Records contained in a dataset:
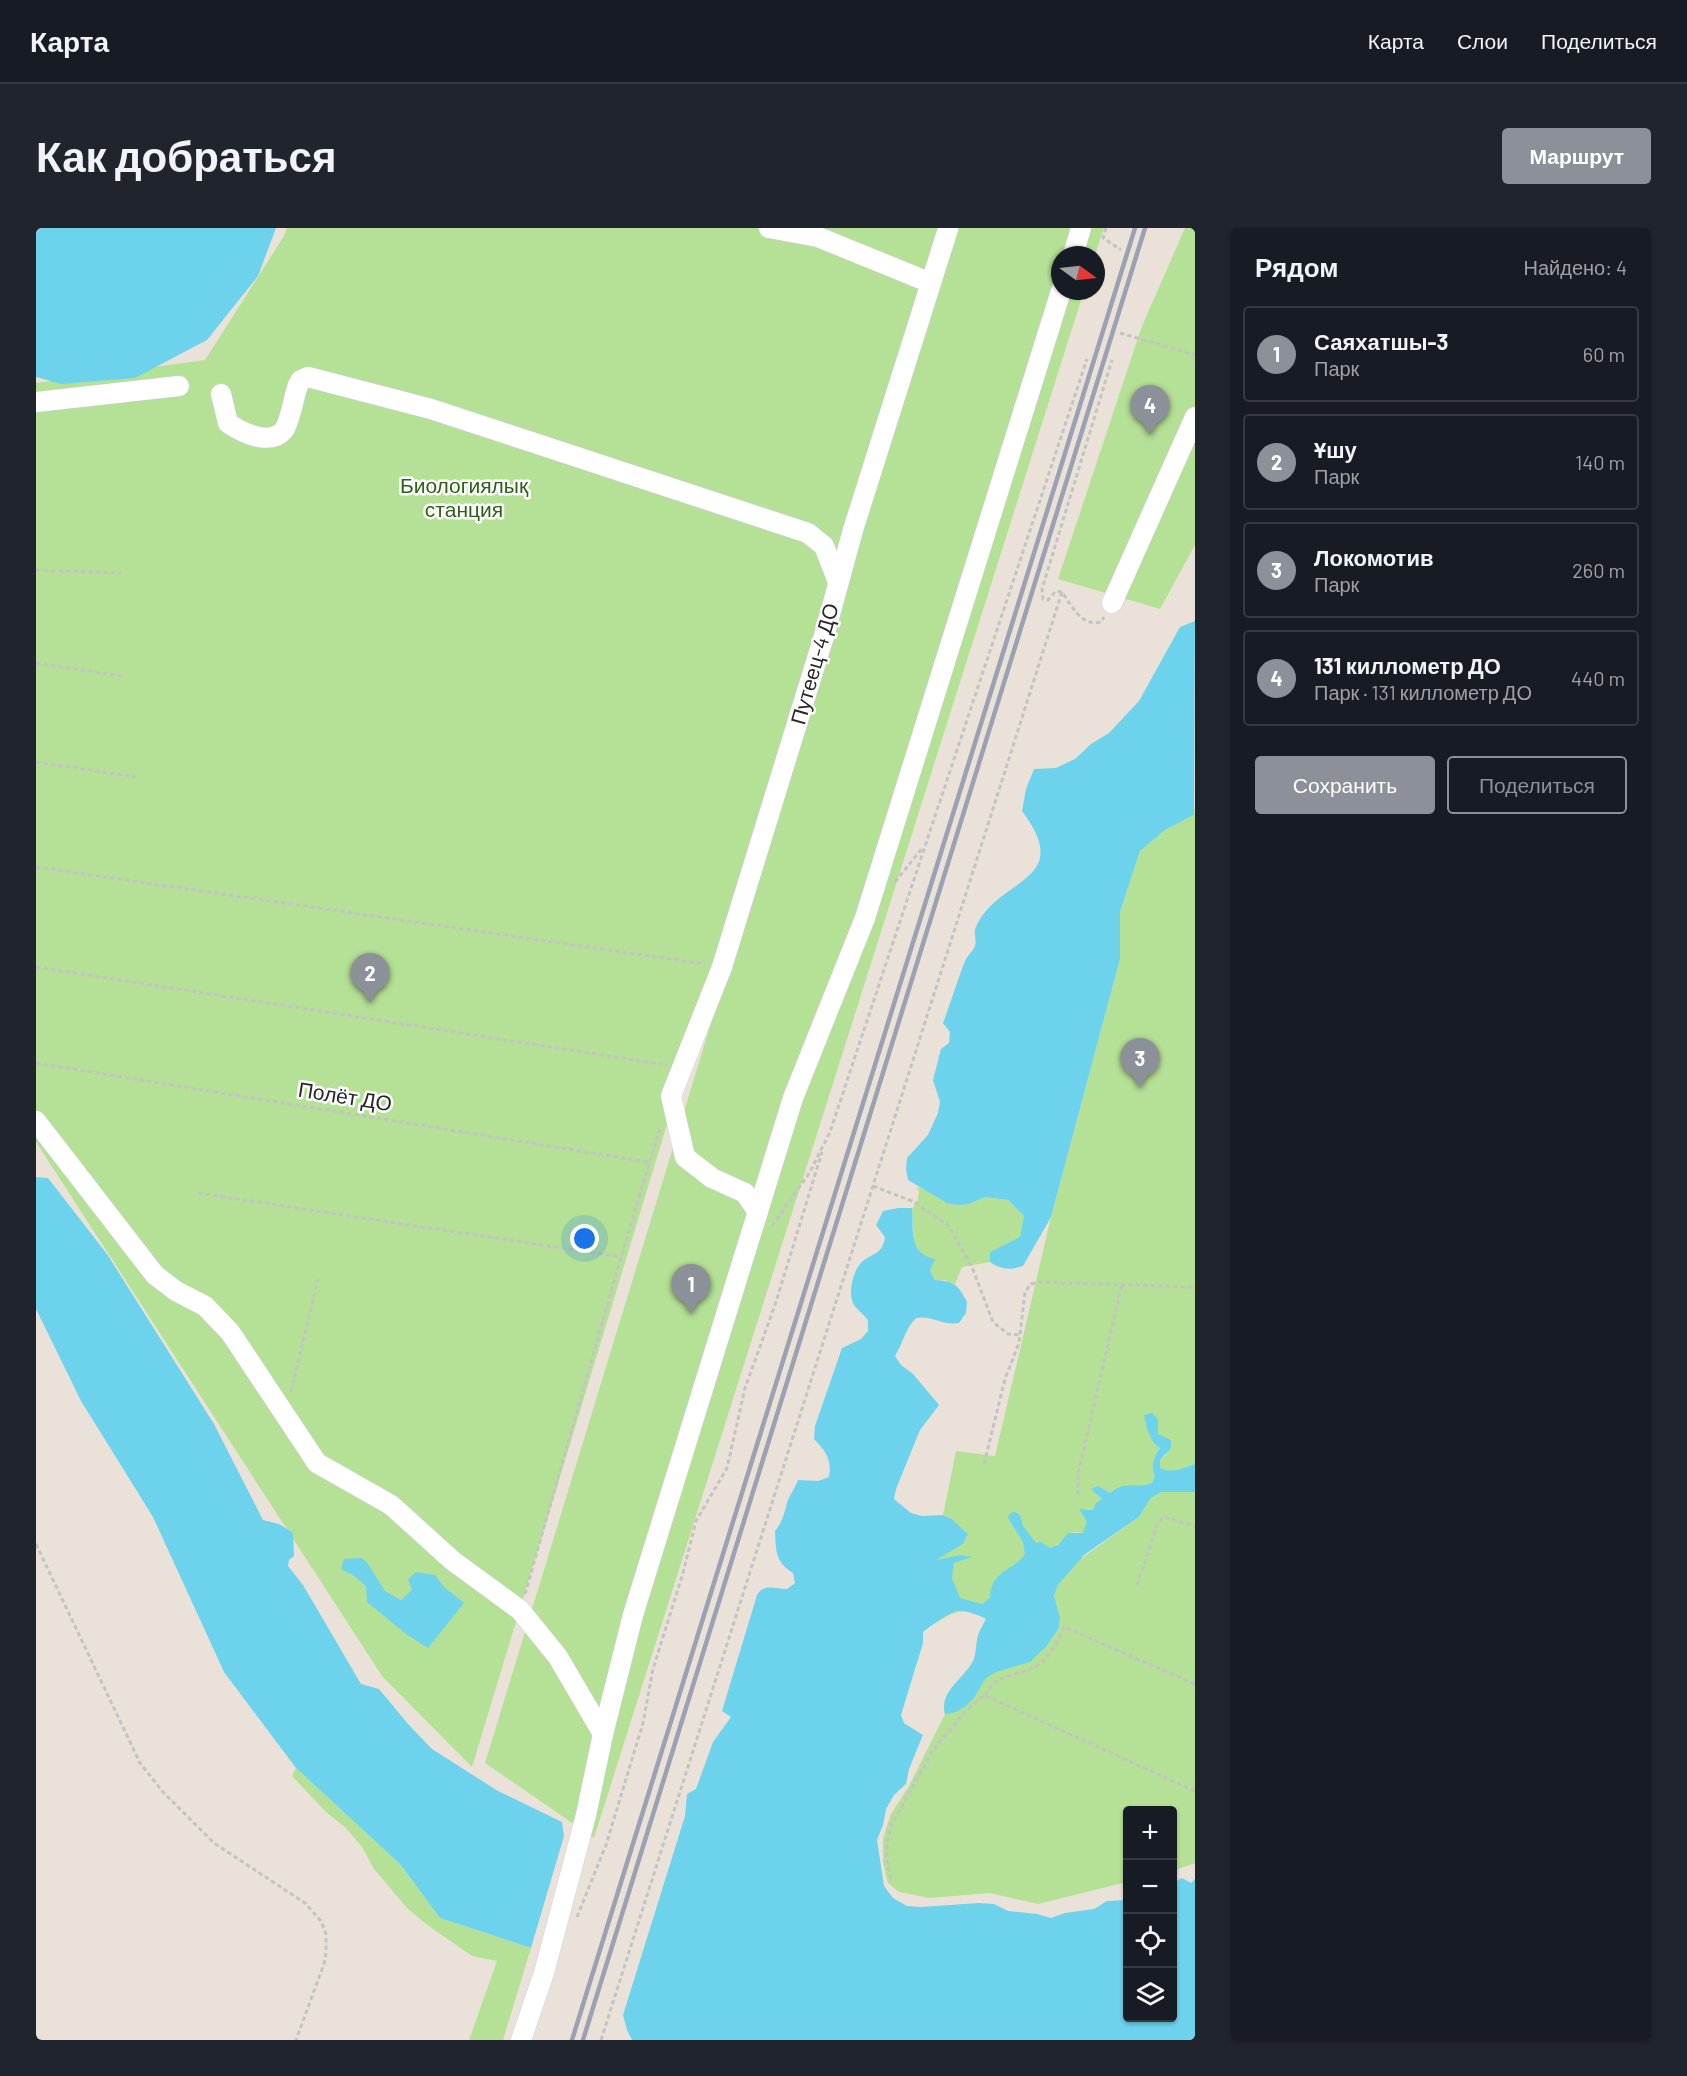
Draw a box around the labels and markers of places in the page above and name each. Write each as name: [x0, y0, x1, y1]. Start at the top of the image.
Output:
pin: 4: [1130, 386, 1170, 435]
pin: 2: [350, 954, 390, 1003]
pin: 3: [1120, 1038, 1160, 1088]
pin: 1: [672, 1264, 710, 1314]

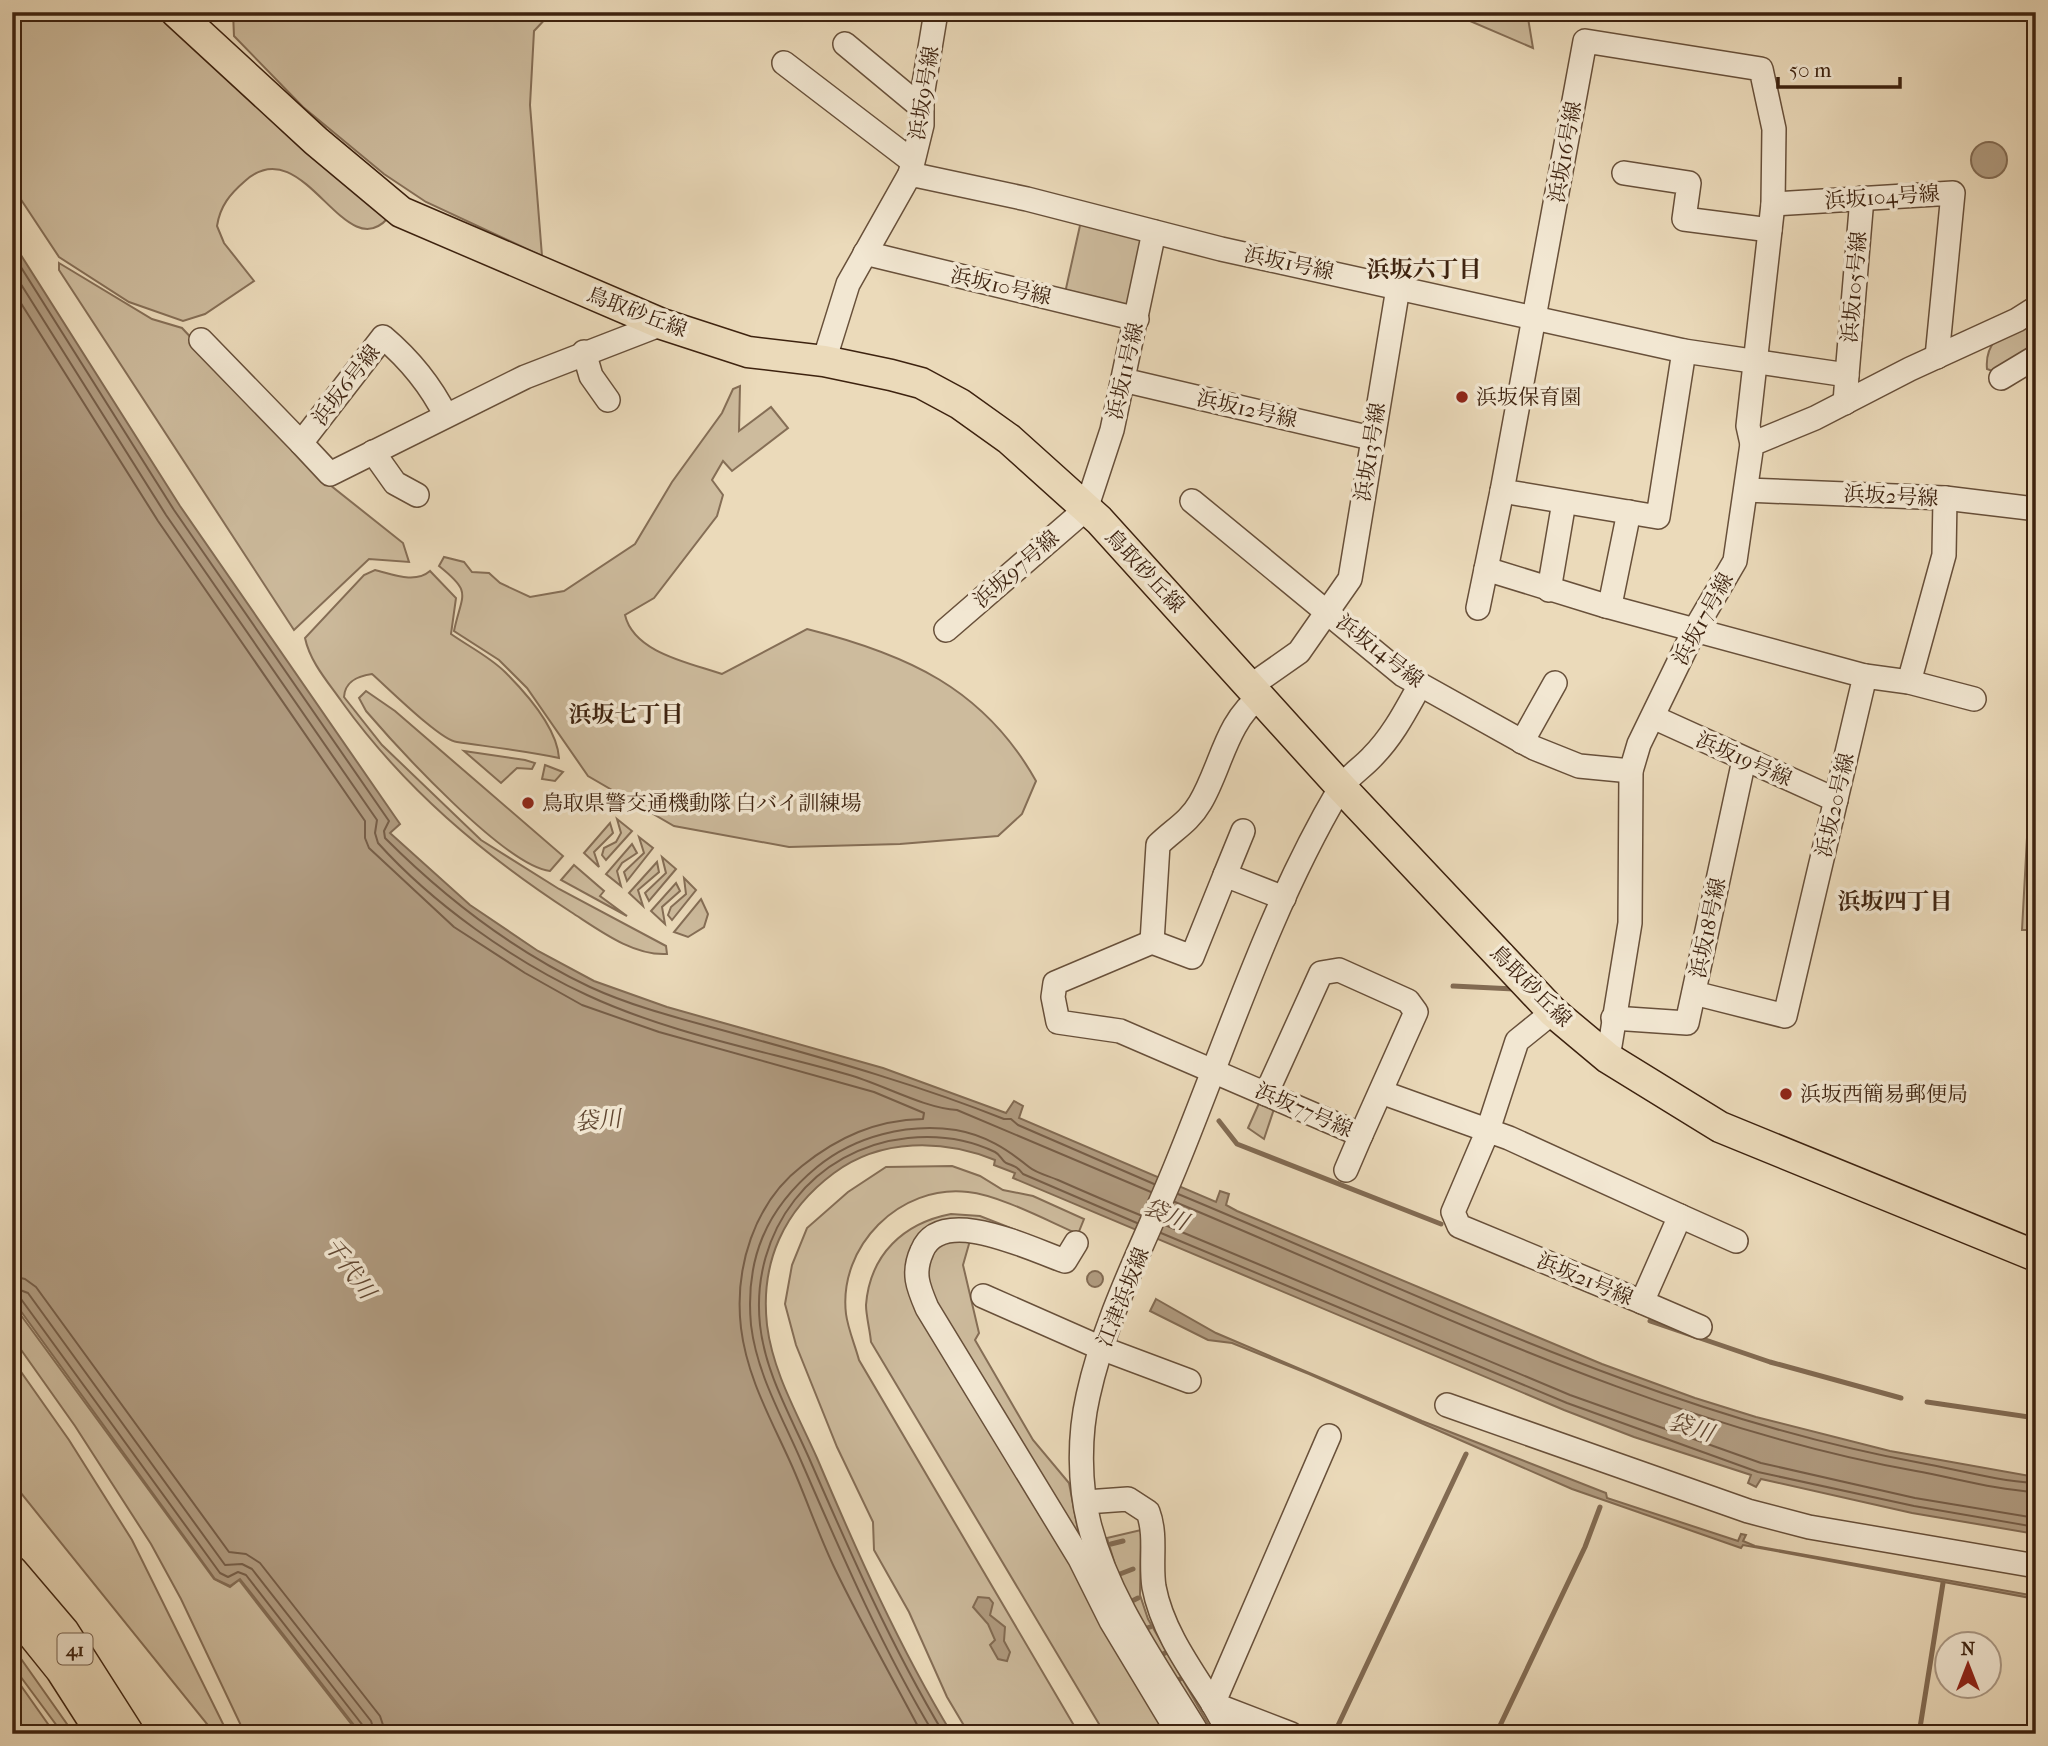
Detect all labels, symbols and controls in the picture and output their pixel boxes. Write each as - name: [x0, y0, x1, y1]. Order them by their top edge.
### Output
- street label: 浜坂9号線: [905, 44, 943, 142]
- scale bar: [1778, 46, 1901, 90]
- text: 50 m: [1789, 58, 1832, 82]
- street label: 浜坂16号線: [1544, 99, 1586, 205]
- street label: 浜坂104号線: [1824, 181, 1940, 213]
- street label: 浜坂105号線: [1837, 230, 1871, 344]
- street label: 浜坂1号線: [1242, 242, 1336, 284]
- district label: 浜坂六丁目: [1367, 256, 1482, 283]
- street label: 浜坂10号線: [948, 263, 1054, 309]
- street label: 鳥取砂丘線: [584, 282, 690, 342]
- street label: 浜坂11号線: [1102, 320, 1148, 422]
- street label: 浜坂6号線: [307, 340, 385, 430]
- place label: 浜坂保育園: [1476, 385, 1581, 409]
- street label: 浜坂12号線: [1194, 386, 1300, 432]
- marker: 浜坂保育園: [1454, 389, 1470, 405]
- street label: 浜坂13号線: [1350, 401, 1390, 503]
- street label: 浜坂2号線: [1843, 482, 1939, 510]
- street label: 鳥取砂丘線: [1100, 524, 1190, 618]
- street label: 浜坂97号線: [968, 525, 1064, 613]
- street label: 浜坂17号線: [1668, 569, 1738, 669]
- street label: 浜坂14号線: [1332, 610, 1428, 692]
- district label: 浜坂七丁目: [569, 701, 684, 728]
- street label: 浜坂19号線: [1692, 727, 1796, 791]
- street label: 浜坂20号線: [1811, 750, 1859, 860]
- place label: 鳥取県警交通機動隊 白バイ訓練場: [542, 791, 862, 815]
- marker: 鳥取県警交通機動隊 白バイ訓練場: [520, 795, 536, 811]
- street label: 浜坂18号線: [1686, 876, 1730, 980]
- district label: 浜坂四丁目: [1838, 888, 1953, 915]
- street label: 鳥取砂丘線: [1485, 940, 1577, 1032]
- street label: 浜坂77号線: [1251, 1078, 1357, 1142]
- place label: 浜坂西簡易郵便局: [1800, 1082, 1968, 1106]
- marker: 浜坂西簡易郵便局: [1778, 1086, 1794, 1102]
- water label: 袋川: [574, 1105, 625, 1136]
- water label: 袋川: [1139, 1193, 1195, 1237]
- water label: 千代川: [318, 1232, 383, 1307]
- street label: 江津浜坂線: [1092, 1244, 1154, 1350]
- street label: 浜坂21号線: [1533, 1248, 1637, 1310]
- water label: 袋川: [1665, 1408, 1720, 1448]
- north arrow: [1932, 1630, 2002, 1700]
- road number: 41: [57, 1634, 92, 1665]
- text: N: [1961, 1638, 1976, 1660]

### Aim of the exercise
Pictures do not belong in the copy. Repeat only the lines from the top of the records through the line containing "Detect all labels, symbols".

### Solution for this task
Draw a box around the labels and markers of places in the page above and name each. Write each as name: [x0, y0, x1, y1]. Start at the top of the image.
Output:
pin: 4: [1130, 386, 1170, 435]
pin: 2: [350, 954, 390, 1003]
pin: 3: [1120, 1038, 1160, 1088]
pin: 1: [672, 1264, 710, 1314]

Detect all labels, symbols and controls in the picture and output their pixel boxes. Write each as - name: [x0, y0, x1, y1]. Order them by their top edge.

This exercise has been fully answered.